Stay calm. Follow a systematic approach.
Step 1: Acknowledge and Communicate
"We're aware of [issue]. Investigating now."
Don't speculate. Update when you know more.
Step 2: Check the Logs
# Recent errors
tail -f /var/log/app/error.log
# Search for specific error
grep -i "error" /var/log/app/*.log | tail -50
# Laravel logs
tail -f storage/logs/laravel.log
Step 3: Reproduce the Issue
- Get exact steps from user/alert
- Check specific user, URL, or data
- Look for patterns (time, user type, feature)

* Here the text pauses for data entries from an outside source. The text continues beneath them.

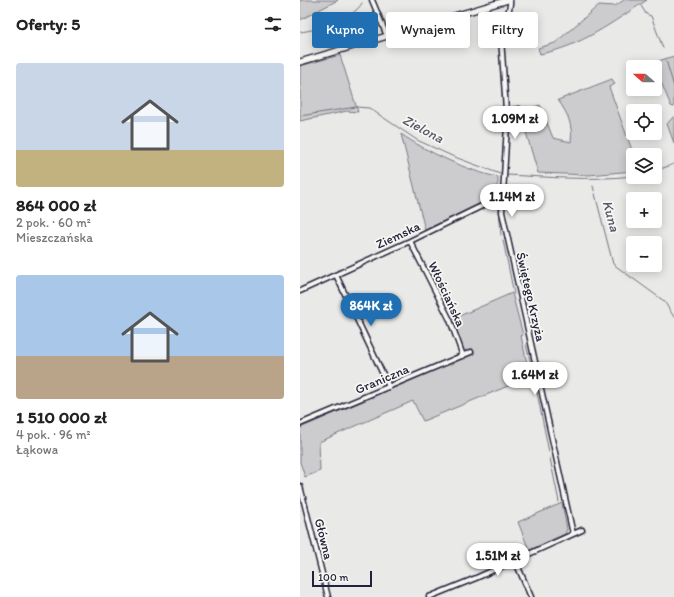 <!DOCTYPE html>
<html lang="pl">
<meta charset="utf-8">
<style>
:root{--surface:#fff;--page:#f2f2f2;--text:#222;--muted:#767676;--accent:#1f6fb2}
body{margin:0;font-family:Itim,sans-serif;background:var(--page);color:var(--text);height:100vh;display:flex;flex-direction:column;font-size:15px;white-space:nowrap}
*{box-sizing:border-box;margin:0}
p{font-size:13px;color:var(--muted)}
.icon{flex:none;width:22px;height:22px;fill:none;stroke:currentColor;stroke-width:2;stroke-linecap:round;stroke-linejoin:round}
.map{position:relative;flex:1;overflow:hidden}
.details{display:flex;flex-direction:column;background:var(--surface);width:300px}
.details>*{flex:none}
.top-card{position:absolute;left:12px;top:12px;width:302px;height:36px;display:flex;gap:8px}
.needle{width:26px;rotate:291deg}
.fabs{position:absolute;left:326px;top:60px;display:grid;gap:8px}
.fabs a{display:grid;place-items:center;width:36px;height:36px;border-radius:4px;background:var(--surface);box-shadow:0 2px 10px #0003;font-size:20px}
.scale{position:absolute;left:12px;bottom:10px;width:60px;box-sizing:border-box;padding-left:4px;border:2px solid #22223b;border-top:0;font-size:11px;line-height:14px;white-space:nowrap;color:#22223b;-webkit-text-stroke:3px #f6f6f2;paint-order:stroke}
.price{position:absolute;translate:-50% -34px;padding:0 9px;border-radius:14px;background:#fff;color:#222;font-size:13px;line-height:26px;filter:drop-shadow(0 1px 2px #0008)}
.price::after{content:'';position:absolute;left:50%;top:24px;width:12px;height:9px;margin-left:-6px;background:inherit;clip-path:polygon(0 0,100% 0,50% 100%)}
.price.on{background:var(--accent);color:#fff}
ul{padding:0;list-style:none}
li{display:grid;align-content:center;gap:8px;height:212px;padding:0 16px}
li span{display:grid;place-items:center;height:124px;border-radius:4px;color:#555}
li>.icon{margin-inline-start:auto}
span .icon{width:72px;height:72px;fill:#fffc;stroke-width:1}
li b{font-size:17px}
h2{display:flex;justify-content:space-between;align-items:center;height:48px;padding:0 16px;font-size:17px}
.tag{padding:0 14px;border-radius:4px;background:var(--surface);box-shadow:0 2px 10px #0003;font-size:14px;line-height:36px}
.tag.on{background:var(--accent);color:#fff}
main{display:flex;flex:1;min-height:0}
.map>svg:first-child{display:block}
.green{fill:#ccccce;stroke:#777784}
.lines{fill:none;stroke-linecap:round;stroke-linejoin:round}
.stream{stroke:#71717f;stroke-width:1}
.minor-casing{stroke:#22223b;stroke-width:7}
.major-casing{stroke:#22223b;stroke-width:8}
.minor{stroke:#f6f6f2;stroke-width:4}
.major{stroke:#f6f6f2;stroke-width:5}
.labels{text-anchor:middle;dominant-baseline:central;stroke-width:3.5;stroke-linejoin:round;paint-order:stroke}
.street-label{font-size:13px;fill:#22223b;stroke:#f6f6f2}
.water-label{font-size:14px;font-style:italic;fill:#565668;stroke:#f6f6f2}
</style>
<main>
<section class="details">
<h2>Oferty: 5<svg class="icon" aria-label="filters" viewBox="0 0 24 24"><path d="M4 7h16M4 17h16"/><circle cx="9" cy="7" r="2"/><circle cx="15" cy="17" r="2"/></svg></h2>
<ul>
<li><span style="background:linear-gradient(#c9d6e8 70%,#c2b280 0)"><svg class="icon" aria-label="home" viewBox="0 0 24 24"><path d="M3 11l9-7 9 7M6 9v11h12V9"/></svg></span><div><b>864 000 zł</b><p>2 pok. · 60 m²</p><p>Mieszczańska</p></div></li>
<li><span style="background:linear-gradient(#a9c7e8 65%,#b9a48a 0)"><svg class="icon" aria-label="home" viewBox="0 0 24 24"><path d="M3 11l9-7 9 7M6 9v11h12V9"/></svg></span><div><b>1 510 000 zł</b><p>4 pok. · 96 m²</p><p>Łąkowa</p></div></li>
</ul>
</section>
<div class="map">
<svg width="374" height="597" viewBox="0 0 374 597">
<rect width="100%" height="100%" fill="#e9e9e7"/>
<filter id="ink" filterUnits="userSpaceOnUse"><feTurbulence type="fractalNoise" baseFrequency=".025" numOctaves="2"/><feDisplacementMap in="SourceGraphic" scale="8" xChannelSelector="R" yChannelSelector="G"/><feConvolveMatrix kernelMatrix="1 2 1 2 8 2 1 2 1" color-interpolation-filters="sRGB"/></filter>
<g filter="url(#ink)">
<path class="green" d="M0,0H38L0,20Z
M324,0H347C313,22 280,47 240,54L238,48L255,43L299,5L315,6Z
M40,55L58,112L47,111L0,121V66Z
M374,56V107L371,106L361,82H355V73L360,66L355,62Z
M312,79L315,84L309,87L332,150L336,155H333V171L289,175L238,173L220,112L240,105L253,138L271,142C273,125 268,114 258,100Z
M374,116V143L367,124Z
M101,134C125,151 170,172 198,177V184L194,189L189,199L125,230Z
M212,293L223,335L221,336L230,377L123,421L113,401L19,442L20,471L5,477L0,462V428L170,355L164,353L150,320Z
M262,503L267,529L265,534L229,550L218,522Z"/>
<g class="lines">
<path class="stream" d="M340,4L346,14L351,16L363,48
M0,32C18,30 54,19 62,3
M366,60L374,87
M0,116L56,107L69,108L117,140L152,156L203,175
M355,171L374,164
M206,175C250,177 288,181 333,176
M293,186L313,264L364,301L374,317
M199,207L201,235
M203,240L214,294
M226,345L232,368
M233,373L249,452
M250,458L259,502"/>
<g class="minor-casing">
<path id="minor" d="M72,0L87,36
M210,0C212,8 202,27 201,38L207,125L202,212L273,534
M207,111L219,109
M110,241L150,320L163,356
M36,275L89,387
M0,291L110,241L188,203L198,197L203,196
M0,424L171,352
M0,486L28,597
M215,560L231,597
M129,597L176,578L282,530"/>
</g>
<g class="major-casing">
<path id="major" d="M0,62L208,0"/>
</g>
<use href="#minor" class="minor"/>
<use href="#major" class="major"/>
</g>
</g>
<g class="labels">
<g class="street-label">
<text transform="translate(98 235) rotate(-25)">Ziemska</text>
<text transform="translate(147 294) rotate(65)">Włościańska</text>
<text transform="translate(231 297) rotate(77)">Świętego Krzyża</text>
<text transform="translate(82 379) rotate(-23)">Graniczna</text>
<text transform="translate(24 539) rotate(76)">Główna</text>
</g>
<g class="water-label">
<text transform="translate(123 129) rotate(28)">Zielona</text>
<text transform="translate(311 216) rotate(75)">Kuna</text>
</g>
</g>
</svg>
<div class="fabs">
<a><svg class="needle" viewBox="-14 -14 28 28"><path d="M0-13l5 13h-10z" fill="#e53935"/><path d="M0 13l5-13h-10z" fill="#767676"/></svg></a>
<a><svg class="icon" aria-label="locate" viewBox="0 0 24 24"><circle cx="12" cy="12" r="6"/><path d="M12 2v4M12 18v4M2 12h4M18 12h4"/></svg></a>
<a><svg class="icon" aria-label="layers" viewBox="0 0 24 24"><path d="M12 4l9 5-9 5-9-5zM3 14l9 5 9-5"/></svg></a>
<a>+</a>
<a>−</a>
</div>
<div class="scale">100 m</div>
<b class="price" style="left:215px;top:140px">1.09M zł</b>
<b class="price" style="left:212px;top:218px">1.14M zł</b>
<b class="price on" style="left:71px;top:327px">864K zł</b>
<b class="price" style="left:235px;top:396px">1.64M zł</b>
<b class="price" style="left:198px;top:577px">1.51M zł</b>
<div class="top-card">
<a class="tag on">Kupno</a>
<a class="tag">Wynajem</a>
<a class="tag">Filtry</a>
</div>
</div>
</main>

Step 4: Identify the Change
# What deployed recently?
git log --oneline -20
# Diff between versions
git diff v1.2.3..v1.2.4 --stat
Step 5: Fix Forward or Rollback
Rollback if:
- Issue is severe
- Fix isn't obvious
- More investigation needed
# Revert to previous version
git revert HEAD
# or deploy previous release
Fix forward if:
- Issue is minor
- Fix is quick and obvious
- Rollback has risks
Step 6: Postmortem
Document while it's fresh:
## Incident: Login failures - Jan 15, 2024
### Timeline
- 14:30 - Alert triggered
- 14:35 - Issue confirmed
- 14:50 - Root cause identified
- 15:00 - Fix deployed
### Root Cause
Cache TTL was set to 0, causing every request to hit DB
### Resolution
Restored cache TTL to 3600 seconds
### Prevention
- Add monitoring for cache hit rate
- Review config changes before deploy
Essential Monitoring
- Error rate spikes
- Response time increases
- Database connection counts
- Queue backlogs
- Memory/CPU usage